Geometrically, one can alternatively take the approach that “orthogonality” is the fundamental structure to be added to a real vector space $${V=\mathbb{R}^{n}}$$. Orthogonality is defined by requiring that:

1. Any subspace $${W}$$ defines an orthogonal complement $${W^{\bot}}$$ such that only the zero vector is contained in both spaces (an orthogonal decomposition)
2. If $${v}$$ is orthogonal to $${w}$$, then $${w}$$ is orthogonal to $${v}$$

One can then look for bilinear forms that vanish for orthogonal vector arguments. A degenerate form features at least one vector $${v}$$ that is orthogonal to every other vector in $${V}$$, thus violating (1) by being in both $${V}$$ and $${V^{\bot}}$$. By linearity, (2) can only be satisfied if the form is either symmetric or anti-symmetric. Thus our only two candidates are a pseudo inner product or a nondegenerate 2-form.

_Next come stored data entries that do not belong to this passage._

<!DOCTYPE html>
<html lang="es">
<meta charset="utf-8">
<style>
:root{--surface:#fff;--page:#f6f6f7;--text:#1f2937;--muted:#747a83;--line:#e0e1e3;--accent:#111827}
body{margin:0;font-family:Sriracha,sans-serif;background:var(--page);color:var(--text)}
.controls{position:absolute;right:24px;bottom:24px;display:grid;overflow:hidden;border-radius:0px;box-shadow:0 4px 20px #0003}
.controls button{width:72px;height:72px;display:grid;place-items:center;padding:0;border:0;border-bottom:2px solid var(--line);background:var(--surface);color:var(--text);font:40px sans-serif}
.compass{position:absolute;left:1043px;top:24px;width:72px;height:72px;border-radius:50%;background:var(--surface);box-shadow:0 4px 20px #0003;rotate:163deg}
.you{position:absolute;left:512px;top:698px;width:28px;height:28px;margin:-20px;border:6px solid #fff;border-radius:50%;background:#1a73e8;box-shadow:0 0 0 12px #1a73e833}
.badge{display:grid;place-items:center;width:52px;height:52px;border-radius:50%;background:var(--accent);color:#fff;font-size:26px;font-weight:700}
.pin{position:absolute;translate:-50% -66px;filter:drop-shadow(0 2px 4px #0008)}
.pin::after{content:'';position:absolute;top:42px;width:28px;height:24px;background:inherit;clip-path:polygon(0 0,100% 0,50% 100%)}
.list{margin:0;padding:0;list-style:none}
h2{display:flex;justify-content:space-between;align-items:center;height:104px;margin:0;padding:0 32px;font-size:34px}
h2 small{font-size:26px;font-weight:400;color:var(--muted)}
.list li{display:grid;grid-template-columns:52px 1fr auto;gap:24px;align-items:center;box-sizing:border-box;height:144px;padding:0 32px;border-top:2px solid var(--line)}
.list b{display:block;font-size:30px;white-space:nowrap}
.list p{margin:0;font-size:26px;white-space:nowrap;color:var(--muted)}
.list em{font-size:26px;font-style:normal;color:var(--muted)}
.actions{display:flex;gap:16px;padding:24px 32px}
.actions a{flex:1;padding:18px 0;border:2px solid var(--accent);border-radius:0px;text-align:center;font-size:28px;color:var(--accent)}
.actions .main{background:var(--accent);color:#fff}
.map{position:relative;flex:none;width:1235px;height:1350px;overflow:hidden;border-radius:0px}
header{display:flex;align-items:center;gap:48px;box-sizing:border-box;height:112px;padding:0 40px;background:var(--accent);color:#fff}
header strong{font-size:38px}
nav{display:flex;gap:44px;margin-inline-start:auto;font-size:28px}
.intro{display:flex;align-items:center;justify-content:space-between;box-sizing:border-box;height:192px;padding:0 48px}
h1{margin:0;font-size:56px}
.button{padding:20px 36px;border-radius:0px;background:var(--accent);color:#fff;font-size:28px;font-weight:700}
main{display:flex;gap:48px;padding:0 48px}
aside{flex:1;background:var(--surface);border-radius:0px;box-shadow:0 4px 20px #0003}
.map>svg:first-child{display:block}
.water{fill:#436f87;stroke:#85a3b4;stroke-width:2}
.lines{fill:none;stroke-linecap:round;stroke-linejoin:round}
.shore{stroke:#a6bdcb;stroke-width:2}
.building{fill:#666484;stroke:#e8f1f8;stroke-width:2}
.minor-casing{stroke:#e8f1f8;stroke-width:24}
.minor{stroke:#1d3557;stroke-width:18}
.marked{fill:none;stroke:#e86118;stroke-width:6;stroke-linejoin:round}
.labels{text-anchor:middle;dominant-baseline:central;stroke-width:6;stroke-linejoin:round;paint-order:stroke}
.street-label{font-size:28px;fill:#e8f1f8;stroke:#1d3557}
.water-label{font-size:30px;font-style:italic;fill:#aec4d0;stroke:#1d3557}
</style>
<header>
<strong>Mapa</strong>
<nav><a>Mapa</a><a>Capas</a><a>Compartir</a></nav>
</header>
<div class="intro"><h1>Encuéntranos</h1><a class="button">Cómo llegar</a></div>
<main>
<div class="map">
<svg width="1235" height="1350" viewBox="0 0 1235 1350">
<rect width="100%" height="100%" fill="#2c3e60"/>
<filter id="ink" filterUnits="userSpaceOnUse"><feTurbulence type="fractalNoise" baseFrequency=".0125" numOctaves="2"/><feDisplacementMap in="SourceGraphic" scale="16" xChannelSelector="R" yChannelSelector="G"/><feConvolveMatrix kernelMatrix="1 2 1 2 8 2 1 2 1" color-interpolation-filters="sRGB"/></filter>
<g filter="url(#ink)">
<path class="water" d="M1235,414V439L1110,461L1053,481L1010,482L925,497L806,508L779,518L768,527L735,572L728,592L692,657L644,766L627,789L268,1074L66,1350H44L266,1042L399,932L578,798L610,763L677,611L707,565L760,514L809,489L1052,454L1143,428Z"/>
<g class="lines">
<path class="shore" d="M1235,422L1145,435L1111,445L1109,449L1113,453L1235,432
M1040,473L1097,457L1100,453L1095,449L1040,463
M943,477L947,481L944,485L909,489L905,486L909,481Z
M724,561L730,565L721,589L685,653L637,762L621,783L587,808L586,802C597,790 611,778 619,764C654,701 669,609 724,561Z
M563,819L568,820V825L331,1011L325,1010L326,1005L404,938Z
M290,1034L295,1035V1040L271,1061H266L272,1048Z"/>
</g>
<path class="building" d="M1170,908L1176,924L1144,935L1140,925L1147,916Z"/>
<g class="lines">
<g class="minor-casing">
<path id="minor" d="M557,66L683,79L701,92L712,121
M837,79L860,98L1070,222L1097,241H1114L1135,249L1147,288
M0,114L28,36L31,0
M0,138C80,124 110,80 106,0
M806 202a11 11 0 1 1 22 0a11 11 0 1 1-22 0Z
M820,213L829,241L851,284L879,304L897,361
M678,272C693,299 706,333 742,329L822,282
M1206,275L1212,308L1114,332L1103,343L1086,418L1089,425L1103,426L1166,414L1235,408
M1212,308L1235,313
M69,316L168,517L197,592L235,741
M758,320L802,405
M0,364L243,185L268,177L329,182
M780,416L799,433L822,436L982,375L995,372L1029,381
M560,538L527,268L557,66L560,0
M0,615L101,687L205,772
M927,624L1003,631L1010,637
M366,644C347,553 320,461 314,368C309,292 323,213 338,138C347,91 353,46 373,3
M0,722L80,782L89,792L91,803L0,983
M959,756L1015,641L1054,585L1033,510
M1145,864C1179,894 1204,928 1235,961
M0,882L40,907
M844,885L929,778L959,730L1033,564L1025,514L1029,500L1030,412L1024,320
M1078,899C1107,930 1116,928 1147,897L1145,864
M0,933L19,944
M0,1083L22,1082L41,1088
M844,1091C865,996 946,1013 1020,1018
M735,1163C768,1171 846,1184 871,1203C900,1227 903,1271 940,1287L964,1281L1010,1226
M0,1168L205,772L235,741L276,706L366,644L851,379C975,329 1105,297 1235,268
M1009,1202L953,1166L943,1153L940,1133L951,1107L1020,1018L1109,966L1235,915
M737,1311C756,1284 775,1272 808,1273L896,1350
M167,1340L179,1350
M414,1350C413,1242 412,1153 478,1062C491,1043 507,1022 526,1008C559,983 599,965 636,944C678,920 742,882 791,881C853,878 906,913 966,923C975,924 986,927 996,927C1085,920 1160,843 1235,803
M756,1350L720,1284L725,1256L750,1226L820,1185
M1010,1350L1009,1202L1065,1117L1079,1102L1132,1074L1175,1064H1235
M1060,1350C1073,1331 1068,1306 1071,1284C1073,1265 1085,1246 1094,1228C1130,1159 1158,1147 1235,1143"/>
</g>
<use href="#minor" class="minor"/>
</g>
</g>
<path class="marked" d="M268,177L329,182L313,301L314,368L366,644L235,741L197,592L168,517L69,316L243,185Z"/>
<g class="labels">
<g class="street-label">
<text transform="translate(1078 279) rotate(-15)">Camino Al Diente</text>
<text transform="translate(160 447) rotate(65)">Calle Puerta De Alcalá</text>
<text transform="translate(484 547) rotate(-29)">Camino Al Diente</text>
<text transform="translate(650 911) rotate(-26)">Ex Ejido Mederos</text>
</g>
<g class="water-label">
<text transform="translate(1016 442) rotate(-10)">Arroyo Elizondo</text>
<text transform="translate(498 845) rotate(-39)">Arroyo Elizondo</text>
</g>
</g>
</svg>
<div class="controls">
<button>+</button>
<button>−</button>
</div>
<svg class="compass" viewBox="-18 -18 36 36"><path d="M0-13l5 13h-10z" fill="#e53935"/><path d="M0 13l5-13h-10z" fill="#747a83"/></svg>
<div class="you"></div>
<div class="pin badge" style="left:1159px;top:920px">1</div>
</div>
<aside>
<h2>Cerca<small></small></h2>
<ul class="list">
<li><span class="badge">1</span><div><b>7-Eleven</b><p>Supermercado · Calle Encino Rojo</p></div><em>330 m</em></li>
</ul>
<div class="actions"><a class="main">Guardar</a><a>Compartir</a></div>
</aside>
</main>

A nondegenerate 2-form is called a symplectic form, and by nondegeneracy can only exist in an even-dimensional vector space, which is then called a symplectic vector space. Every finite-dimensional symplectic vector space is isomorphic to $${\mathbb{R}^{2n}}$$ under the standard symplectic form

$$\displaystyle J=\begin{pmatrix}0 & I\\ -I & 0 \end{pmatrix}$$

(where $${J_{\mu\nu}\equiv J\left(e_{\mu},e_{\nu}\right)}$$ and $${I}$$ is the identity matrix), which is then isomorphic to $${\mathbb{C}^{n}}$$ under the imaginary part of the complex inner product.